Required work => Which lines of the records below contain the word "coordinates"? Report each of them in full.
══════════
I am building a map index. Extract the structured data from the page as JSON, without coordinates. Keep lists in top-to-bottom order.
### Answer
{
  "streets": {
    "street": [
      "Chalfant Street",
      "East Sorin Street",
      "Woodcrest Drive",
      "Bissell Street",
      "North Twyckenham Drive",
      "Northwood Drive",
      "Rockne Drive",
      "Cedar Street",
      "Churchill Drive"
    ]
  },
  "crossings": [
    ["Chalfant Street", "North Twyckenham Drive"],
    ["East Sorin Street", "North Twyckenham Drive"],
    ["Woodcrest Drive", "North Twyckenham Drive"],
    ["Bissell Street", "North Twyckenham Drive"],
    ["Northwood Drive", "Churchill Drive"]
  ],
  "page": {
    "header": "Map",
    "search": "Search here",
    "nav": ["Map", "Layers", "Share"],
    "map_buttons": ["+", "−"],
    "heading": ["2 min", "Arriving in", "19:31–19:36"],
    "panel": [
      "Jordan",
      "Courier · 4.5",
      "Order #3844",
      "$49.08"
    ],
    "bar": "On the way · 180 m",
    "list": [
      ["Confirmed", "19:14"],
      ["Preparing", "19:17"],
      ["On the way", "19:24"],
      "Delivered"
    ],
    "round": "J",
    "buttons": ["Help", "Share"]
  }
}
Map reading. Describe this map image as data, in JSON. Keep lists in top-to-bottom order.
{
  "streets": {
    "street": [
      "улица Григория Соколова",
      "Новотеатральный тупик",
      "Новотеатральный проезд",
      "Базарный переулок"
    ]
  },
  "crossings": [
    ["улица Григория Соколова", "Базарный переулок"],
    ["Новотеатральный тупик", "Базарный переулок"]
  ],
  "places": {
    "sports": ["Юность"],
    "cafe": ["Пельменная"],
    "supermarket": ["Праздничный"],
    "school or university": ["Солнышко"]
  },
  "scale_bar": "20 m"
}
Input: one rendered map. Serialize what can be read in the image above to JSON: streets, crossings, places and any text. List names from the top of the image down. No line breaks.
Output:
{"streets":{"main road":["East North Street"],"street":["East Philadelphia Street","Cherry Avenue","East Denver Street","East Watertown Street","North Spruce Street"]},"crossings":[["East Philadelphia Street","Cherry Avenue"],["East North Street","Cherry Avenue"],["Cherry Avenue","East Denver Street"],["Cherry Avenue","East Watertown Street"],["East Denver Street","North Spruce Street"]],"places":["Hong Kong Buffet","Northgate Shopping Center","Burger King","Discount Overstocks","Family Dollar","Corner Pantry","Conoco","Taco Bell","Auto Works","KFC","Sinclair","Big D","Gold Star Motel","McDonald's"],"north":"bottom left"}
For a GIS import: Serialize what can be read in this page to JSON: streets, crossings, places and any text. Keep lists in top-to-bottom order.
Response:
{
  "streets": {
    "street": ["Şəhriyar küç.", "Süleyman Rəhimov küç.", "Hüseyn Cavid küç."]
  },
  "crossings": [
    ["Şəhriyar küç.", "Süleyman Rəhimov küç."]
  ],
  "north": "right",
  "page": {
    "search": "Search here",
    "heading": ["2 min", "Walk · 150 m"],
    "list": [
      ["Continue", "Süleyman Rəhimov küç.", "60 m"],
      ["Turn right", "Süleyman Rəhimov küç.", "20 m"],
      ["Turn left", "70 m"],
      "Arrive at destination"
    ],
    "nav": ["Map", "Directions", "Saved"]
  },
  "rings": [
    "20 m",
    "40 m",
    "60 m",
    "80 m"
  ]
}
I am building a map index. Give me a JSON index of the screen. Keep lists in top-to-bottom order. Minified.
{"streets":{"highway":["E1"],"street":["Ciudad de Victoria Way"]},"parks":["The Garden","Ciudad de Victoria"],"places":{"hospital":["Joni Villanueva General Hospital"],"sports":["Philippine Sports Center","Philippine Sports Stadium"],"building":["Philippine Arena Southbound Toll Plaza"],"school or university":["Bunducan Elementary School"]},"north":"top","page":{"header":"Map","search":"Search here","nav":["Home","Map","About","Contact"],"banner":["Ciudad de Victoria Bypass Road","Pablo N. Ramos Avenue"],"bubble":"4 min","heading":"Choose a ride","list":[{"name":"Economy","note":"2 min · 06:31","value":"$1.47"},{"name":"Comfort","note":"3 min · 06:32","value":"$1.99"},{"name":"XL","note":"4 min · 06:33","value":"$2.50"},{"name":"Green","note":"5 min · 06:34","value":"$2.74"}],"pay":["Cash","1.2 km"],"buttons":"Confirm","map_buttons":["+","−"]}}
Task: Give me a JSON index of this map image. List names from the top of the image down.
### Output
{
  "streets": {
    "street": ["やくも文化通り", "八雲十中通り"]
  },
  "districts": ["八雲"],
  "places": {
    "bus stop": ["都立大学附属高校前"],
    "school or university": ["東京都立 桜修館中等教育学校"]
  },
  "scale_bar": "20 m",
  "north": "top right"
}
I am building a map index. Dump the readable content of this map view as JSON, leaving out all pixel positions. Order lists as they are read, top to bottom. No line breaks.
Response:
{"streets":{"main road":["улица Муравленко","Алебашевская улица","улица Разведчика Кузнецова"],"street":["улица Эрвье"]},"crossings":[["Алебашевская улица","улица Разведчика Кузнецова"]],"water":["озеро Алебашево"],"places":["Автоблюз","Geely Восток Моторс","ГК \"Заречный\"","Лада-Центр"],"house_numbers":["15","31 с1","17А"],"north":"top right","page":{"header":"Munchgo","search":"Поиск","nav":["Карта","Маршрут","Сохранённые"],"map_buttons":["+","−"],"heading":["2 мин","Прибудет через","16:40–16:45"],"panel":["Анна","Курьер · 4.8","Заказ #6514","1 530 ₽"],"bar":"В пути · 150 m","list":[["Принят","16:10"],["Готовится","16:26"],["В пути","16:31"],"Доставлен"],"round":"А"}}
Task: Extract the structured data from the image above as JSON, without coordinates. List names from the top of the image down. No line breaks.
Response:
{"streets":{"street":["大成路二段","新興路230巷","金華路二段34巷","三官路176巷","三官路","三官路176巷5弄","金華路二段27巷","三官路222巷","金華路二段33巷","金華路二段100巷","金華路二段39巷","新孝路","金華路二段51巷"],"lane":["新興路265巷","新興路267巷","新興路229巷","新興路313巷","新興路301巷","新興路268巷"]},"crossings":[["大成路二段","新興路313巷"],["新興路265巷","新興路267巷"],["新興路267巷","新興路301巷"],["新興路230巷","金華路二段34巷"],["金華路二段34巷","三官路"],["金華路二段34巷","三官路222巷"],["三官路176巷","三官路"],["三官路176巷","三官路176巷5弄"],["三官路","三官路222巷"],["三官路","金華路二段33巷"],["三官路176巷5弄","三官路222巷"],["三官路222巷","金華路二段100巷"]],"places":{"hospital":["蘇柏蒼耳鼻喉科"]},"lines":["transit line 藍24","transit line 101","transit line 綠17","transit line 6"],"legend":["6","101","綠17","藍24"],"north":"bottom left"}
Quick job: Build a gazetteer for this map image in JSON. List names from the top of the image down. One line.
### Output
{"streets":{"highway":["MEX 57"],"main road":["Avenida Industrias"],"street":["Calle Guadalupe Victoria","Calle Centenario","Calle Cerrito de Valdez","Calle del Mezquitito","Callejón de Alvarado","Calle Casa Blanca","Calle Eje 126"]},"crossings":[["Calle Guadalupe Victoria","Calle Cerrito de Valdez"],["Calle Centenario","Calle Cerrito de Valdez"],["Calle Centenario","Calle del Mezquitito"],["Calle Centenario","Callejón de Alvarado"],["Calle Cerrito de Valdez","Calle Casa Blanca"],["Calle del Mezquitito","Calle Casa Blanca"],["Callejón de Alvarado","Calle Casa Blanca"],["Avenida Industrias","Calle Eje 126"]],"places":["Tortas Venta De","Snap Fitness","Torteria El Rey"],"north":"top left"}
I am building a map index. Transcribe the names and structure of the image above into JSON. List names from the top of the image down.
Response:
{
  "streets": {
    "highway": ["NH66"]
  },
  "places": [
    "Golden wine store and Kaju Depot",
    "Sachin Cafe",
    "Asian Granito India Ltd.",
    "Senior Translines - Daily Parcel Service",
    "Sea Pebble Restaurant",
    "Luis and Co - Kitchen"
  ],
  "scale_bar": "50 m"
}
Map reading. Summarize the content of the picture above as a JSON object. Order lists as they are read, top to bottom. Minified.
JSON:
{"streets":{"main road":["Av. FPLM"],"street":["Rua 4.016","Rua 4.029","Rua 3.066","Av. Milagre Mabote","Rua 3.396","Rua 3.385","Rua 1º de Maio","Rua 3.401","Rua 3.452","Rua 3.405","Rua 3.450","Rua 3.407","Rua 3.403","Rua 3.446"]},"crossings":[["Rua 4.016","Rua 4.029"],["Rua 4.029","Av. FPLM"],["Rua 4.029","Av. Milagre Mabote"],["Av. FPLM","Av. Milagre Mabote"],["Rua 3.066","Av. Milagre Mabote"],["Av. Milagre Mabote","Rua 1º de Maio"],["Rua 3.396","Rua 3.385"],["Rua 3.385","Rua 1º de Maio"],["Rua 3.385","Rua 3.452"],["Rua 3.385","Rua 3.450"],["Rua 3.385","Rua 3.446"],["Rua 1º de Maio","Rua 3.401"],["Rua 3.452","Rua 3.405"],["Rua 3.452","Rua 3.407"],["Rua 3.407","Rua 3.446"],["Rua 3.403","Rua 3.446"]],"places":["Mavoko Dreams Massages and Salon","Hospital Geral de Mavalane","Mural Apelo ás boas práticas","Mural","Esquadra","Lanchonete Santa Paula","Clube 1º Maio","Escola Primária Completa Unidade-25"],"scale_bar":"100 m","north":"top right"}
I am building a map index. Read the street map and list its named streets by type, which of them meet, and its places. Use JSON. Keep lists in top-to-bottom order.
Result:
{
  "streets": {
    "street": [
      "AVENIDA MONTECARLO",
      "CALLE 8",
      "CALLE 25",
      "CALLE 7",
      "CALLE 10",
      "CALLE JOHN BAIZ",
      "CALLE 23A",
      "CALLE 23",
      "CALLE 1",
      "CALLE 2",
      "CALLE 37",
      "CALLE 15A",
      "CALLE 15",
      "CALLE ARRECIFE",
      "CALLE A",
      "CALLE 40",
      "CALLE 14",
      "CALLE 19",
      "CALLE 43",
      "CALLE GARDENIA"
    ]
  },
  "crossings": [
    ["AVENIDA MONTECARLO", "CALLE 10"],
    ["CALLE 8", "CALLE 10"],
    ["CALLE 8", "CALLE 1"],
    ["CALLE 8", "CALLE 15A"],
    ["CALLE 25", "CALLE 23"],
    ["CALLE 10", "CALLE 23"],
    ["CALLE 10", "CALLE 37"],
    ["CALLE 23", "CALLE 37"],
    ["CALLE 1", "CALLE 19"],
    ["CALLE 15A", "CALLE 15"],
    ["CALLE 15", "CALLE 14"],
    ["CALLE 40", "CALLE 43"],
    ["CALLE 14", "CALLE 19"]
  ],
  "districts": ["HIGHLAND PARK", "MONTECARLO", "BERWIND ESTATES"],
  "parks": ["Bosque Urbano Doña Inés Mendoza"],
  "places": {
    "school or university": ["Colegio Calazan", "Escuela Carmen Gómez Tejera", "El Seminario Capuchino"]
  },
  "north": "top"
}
══════════
Exercise output =>
I am building a map index. Extract the structured data from the page as JSON, without coordinates. Keep lists in top-to-bottom order.
Task: Extract the structured data from the image above as JSON, without coordinates. List names from the top of the image down. No line breaks.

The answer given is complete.